Fig. 6 Hills mechanism rate against the predicted number of observed HVSs, main-sequence S-stars, and evolved S-stars. The dashed horizontal lines correspond to the observed number in each of these categories. The black circles highlight where the model and data agree. Left: the model predictions when progenitor binaries for the Hills mechanism originate from the NSC. Right: same as the left panel, but for binaries originating from the young CWD.

4.3 Combined CWD and NSC progenitors

We argued in Section 4.1, that progenitor binaries exclusively originating from the NSC cannot explain the observed properties of HVSs and main-sequence/evolved S-stars.

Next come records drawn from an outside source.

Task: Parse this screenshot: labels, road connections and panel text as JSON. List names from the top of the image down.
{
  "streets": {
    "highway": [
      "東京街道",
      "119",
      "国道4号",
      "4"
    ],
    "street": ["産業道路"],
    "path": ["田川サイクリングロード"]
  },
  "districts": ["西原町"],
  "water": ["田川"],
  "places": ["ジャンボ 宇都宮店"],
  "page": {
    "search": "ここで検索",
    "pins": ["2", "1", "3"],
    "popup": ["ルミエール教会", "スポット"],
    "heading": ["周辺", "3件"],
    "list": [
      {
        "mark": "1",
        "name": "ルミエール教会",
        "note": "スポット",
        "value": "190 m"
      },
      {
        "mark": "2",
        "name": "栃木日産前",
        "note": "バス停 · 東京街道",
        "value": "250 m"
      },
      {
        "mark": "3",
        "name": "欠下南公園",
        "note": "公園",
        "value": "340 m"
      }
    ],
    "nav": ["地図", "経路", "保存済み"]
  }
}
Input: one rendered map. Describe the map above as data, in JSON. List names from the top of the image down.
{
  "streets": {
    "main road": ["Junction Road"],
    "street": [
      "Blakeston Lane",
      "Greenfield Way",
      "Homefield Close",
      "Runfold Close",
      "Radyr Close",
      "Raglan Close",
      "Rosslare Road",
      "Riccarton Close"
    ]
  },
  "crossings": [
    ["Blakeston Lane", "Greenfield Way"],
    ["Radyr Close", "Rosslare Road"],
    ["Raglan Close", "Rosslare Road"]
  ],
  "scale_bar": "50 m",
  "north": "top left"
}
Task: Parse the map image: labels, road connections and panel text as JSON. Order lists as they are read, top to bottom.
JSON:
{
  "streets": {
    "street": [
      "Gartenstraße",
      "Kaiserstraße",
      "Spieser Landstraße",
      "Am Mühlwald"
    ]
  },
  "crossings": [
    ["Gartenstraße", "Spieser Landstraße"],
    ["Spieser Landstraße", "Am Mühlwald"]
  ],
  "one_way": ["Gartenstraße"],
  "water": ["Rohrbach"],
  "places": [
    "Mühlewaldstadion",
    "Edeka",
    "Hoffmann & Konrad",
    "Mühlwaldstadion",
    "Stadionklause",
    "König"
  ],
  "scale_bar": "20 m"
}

However, we would like to stress that theoretically, one would expect there to be a finite disruption rate >0 yr⁻¹ of binaries originating from the NSC. Furthermore, a young progenitor population is needed to produce sufficient main-sequence S-stars. A natural interpretation of the observed properties of the S-star cluster compared to our simulations is that the main-sequence S-stars were recently deposited on their current orbits by disruptions from a young population of stars, such as the CWD, while the evolved S-stars were deposited through disruptions of mainly old, low-mass binaries originating in, for example, the NSC. Here we investigate if this scenario is able to explain all the observables simultaneously.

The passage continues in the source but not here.